# how many fishes?



## hedson_25 (Sep 20, 2005)

hello everyone!!
i have a question:
i have books from amano and i have notice that he places many fishes on the average aqauriums,
i have actually a 60x30x40cm "standard" but i want to have as many neon fisshes as posible what would be the limit? maybe 20 30 or 40? have counted in this size aquariums about that much on amano's setups. i have a 2213 eheim filter and i plan to make 1/2 water change weekly.
so any suggestions?
cardinals and neons maybe combined with siscors tetras like their natural habit:


----------



## Quetzalcoatl (Feb 13, 2009)

It's hard to say since everyone's tank are different. It depends on how much plant you have in the tank, how much open space (for fish to swim) there are, how often/how much you feed, etc...

Many book say 1 cm per 1 L or 1 inch per 1 Gallon. You can use this as a guideline, but again this is not very accurate for the above mentioned reasons. With this calculation, you can have about 30 of neon tetras (about 2cm per fish). 

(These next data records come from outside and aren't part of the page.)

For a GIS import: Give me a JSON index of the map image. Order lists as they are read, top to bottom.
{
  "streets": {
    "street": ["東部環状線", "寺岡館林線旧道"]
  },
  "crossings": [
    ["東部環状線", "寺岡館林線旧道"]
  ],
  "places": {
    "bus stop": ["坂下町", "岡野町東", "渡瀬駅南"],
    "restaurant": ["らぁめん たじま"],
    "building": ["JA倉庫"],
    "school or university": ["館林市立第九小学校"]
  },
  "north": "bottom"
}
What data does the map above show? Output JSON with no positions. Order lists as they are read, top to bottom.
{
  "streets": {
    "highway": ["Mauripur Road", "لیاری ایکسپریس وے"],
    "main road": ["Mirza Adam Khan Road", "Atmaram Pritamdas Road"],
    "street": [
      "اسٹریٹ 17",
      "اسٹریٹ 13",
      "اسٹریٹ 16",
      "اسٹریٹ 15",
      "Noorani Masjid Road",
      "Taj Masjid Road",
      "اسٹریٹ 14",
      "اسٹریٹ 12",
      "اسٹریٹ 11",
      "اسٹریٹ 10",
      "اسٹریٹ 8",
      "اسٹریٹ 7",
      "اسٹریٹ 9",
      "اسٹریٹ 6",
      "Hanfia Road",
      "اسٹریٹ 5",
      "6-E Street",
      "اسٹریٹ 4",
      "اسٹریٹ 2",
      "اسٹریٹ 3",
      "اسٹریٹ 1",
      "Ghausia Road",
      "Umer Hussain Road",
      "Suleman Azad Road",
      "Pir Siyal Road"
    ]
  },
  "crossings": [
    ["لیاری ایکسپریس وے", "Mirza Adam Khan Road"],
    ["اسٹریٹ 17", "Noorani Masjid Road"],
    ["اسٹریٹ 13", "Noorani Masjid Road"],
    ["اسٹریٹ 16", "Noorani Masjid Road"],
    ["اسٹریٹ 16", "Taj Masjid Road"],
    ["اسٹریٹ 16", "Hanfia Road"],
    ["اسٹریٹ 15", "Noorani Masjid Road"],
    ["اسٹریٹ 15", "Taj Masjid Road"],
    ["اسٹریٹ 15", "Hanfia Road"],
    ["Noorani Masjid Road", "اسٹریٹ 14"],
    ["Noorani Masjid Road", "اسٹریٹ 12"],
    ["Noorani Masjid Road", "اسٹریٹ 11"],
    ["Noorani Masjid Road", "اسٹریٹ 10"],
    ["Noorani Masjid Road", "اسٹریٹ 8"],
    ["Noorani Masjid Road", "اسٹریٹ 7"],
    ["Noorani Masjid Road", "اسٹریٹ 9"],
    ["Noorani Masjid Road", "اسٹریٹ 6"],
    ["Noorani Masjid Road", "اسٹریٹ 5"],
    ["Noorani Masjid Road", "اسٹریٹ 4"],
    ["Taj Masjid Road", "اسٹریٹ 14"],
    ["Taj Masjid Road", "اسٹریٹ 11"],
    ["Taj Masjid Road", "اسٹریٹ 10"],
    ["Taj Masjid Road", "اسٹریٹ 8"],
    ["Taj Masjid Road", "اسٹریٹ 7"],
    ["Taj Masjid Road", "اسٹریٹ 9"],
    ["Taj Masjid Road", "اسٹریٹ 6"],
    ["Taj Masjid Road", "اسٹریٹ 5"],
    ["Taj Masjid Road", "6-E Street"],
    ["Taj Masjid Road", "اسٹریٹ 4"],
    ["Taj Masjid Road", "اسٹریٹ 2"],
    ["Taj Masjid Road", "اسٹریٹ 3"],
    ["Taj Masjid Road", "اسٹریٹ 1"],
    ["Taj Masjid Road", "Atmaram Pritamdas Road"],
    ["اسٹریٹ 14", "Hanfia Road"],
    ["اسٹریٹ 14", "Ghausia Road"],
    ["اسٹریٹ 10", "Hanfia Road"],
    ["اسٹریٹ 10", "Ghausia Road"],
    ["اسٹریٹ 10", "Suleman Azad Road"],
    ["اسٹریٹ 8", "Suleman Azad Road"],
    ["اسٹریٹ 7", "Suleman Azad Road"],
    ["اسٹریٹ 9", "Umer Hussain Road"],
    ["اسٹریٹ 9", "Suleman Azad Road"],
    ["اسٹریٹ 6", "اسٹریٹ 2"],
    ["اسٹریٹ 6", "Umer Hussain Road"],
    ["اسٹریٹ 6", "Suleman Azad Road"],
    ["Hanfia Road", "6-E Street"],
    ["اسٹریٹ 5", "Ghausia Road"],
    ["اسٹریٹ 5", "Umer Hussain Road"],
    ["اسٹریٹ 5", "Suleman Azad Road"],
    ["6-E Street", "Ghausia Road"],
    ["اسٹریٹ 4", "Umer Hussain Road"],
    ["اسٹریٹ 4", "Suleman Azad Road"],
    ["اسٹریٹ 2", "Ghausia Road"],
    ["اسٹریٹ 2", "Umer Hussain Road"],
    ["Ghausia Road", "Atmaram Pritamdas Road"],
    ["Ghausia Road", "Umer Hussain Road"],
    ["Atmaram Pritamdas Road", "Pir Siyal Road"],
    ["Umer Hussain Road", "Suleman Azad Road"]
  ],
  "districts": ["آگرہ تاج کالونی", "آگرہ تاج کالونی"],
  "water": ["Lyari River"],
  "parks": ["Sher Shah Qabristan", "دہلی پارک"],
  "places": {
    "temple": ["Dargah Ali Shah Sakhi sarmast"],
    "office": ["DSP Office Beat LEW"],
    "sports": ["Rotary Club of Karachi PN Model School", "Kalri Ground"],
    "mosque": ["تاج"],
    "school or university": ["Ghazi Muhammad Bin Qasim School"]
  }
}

If you have fishes that live in different layers, you can generally have more. For example, cory cat lives in the bottom layer where as neon lives in the middle layer. In the same tank you can manage 10 cory cats and 30 neons. Of course more fish = more food = more waste, so you will need to take more time cleaning the tank and changing the water.


----------



## davemonkey (Mar 29, 2008)

As stated above, it depends on lots of factors. My opinion is that a heavily planted tank can hold twice as many fish as a non-planted tank. But I won't make any guarantees.

-Dave


----------



## bartoli (May 8, 2006)

I too am interested in the answer to such question. But I suspect long before the number of fish hitting the limit imposed by water quality, they would have already been tremendously suffered - psychologically.


----------



## hedson_25 (Sep 20, 2005)

Thanks for the answers, i think with neon it's no problems since they are middle, surface and bottom dwellers tought they spend more time in the midle, i may use combined neons with one of this:
































can anyone identify the fish from 2:10 and 2:13 seems like longbody tetra?, i like the combination.
maybe is this one?:








if is this one i will surely get it...


----------



## customdrumfinishes (Apr 1, 2008)

im guessin the tank is 14 gallon?

15-20 neons would be good since theres not alot of room and they get 2" long


----------